En esta ocasión escribía Current mood (crossroads, borders) —Estado de ánimo (cruces de caminos, fronteras)— y lo ilustraba con la escena final de El peregrino (The Pilgrim, 1923) de Charles Chaplin. No sé si conocéis este mediometraje pero por si no es así os resumo un poco de qué va. En él, Chaplin interpreta a un forajido que se hace pasar por cura para eludir a la justicia; un forajido, lógicamente, de buen corazón que finalmente realiza algunas buenas acciones que restablecen el orden. El sheriff se ve obligado a detenerlo pero, incapaz de encerrarlo en la cárcel, decide liberarlo en la frontera con la condición de que escape a México. Nada más poner un pie en ese país, Chaplin se ve envuelto en un tiroteo entre bandidos y regresa asustado a la frontera.

 

Vemos, por tanto, a un Chaplin en tierra de nadie: no puede regresar a los Estados Unidos que representan para él la seguridad, el orden social y el amor de una mujer, pero tampoco quiere quedarse en México, un país que significa su libertad pero es un territorio peligroso, anárquico y sin ley.
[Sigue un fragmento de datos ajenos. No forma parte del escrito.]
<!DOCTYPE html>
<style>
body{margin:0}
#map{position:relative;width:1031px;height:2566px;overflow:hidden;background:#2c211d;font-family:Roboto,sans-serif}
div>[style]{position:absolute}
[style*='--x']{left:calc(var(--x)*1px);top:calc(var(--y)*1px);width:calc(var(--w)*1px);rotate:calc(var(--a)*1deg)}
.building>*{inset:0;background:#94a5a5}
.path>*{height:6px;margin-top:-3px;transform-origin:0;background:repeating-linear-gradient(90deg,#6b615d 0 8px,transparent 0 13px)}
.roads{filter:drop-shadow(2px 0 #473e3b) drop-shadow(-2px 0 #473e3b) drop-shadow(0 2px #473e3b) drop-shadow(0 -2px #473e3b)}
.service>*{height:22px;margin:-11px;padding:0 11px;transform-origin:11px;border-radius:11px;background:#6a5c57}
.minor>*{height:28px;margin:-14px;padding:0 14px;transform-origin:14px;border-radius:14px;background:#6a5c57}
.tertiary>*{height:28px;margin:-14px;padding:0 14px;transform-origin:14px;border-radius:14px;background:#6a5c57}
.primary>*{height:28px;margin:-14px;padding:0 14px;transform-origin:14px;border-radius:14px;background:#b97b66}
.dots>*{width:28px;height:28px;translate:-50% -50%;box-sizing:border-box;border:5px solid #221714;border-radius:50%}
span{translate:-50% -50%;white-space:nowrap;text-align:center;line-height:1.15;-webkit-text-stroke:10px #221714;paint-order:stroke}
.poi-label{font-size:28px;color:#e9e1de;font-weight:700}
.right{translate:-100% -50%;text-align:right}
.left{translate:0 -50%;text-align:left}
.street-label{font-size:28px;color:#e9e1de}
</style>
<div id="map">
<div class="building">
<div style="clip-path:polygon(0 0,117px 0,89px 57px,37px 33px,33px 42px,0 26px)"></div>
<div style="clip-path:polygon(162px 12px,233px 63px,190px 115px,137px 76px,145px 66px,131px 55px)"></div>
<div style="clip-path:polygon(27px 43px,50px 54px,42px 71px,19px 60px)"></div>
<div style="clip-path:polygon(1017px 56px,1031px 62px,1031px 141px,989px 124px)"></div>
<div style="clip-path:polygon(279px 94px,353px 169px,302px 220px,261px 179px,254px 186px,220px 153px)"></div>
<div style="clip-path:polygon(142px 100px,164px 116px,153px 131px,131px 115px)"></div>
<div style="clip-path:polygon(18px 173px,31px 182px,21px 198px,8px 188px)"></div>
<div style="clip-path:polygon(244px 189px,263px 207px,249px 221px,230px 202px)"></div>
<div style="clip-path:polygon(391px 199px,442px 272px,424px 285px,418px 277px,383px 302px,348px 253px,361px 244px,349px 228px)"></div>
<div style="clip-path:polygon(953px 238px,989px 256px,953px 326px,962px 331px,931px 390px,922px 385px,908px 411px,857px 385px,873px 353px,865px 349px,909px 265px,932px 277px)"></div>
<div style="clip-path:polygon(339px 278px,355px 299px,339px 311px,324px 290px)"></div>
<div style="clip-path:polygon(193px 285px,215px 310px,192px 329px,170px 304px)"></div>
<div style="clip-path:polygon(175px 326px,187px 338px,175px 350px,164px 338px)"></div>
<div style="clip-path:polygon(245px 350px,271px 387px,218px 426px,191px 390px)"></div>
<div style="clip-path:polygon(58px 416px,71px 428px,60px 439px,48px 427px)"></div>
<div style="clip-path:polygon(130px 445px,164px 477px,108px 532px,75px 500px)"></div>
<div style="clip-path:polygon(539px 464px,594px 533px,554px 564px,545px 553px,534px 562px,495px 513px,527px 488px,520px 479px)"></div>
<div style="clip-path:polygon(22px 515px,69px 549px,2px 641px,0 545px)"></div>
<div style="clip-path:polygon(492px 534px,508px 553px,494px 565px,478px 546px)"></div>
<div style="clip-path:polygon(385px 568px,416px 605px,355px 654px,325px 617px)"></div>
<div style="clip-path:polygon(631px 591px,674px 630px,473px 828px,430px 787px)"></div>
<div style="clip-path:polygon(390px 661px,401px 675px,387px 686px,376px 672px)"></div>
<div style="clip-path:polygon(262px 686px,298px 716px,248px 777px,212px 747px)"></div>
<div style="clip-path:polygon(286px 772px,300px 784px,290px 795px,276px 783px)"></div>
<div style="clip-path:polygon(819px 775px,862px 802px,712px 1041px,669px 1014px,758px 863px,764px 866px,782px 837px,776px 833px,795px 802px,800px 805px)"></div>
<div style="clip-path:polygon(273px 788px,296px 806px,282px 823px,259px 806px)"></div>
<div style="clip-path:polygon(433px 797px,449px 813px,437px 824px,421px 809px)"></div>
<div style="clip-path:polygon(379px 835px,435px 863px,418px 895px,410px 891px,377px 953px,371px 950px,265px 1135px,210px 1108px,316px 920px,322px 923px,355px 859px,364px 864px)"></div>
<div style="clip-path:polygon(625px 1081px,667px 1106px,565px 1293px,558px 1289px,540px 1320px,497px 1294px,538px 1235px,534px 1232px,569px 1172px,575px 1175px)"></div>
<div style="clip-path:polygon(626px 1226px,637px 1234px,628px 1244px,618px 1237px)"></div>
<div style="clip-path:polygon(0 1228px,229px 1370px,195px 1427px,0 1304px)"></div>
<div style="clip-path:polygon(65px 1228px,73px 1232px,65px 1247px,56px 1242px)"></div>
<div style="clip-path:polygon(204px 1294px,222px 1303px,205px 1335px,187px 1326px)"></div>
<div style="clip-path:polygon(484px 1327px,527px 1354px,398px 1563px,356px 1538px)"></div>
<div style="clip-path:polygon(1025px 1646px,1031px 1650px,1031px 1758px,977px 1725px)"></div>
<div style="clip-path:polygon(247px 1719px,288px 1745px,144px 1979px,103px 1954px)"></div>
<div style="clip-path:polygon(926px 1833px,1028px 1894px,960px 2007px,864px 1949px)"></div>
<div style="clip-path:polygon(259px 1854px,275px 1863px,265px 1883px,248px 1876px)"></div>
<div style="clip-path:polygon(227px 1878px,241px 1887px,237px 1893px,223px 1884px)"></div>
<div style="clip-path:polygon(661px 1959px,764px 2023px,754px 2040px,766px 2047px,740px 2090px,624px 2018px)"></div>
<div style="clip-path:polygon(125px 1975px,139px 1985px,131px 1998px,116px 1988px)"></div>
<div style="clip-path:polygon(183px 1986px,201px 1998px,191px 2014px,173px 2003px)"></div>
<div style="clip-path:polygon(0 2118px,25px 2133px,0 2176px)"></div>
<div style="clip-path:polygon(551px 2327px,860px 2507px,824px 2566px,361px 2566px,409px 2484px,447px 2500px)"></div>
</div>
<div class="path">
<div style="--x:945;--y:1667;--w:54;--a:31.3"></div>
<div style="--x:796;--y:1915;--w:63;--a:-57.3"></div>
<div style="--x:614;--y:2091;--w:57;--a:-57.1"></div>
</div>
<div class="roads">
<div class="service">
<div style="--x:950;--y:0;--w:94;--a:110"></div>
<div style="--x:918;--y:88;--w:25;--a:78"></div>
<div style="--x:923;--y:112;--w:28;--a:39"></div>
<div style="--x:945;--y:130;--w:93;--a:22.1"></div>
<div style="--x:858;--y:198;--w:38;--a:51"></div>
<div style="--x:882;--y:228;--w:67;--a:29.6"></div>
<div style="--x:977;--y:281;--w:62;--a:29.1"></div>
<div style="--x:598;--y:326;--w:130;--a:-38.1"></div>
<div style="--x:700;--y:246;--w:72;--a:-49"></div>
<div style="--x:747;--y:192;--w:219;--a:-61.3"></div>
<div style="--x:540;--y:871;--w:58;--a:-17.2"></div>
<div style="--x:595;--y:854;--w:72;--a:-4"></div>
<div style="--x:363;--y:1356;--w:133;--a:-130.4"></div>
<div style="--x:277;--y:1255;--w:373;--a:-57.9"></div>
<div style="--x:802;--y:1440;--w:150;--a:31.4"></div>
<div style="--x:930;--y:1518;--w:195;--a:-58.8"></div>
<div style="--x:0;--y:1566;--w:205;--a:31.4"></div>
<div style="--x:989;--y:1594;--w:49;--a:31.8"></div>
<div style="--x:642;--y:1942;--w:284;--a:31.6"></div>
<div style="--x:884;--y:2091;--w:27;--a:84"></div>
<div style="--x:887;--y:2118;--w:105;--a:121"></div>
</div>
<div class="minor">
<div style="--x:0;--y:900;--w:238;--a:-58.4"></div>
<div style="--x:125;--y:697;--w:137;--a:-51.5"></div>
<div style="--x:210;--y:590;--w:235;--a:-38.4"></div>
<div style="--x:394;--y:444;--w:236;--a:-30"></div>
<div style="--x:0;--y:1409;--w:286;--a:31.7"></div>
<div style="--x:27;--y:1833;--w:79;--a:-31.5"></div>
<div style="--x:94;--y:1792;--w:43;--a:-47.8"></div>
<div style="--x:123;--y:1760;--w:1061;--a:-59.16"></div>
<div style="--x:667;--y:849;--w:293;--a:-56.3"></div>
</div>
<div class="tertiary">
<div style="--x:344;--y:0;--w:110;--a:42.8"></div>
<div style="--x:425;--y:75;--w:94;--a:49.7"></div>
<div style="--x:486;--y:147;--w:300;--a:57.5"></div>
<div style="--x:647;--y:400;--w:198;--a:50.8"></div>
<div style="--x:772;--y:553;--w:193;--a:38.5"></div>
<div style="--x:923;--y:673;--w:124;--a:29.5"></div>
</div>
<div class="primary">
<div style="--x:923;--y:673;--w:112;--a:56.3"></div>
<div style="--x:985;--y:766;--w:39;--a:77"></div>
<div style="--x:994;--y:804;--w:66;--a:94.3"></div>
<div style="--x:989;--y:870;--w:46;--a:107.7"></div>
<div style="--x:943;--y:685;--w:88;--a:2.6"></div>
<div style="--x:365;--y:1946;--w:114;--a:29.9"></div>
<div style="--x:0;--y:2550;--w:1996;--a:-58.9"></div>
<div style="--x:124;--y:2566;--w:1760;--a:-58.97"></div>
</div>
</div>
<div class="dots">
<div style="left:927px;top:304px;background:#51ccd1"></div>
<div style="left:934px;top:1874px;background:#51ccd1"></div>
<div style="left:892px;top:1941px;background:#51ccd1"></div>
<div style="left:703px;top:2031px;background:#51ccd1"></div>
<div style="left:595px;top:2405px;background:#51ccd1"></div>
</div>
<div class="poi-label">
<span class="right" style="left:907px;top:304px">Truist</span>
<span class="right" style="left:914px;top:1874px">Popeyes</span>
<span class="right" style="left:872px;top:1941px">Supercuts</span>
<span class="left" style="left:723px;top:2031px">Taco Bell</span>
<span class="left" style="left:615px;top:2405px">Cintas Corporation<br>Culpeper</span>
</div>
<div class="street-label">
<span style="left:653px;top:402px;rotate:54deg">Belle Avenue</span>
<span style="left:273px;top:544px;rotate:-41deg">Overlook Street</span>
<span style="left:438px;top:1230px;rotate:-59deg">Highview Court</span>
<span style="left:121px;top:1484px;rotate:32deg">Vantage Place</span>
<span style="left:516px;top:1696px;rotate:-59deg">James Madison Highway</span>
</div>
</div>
De esa imagen final poderosísima de Chaplin caminando con un pie a cada lado de la frontera se pueden extraer múltiples lecturas ad hoc, sin duda, pero por lo que me interesa aquí es porque creo que representa muy bien el estado actual de la crítica de cine, a medio camino entre el orden y la racionalidad de la crítica tradicional y la refrescante libertad —algunos dirían, y no sin cierta razón, anarquía— de la crítica en Internet.

Muchas gracias.

 

 

(1) KIPP, Jeremiah: “To Understand Movies You Have to Understand the World: An Interview with Film Critic Jonathan Rosenbaum”, Slant Magazine.

(2) MARTIN, Adrian: “¿Qué es el cine moderno?”, La lectora provisoria.

(3) BELLOUR, Raymond: Entre imágenes. Foto. Cine. Vídeo, Editorial Colihue, Buenos Aires, 2009, pág. 12.

(4) ROMNEY, Jonathan: “Manny Farber: Revered critic who analysed films as ‘moving collages’”, The Independent, 25 de septiembre, 2008.

(5) BANDIS, Helen, MARTIN, Adrian y MCDONALD, Grant: “Introduction to the The Image Issue”, Rouge, 2005.

(6) BELLOUR, Raymond: op. cit., pág 13.

(7) ROMBES, Nicholas: “10 / 40 / 70 (Ocean’s Twelve)”, Digital Poetics.

(8) C: “Fatale beauté”, dias felizes.

(9) B. LEE, Kevin: “The Viewer as Creator”, Kunst der Vermittlung. Aus den Archiven des Filmvermittelnden Films.

(10) B. LEE, Kevin: “The Viewer as Creator”, op. cit.

(11) ZOLLER SEITZ, Matt: “The Video Essay”, Kunst der Vermittlung. Aus den Archiven des Filmvermittelnden Films.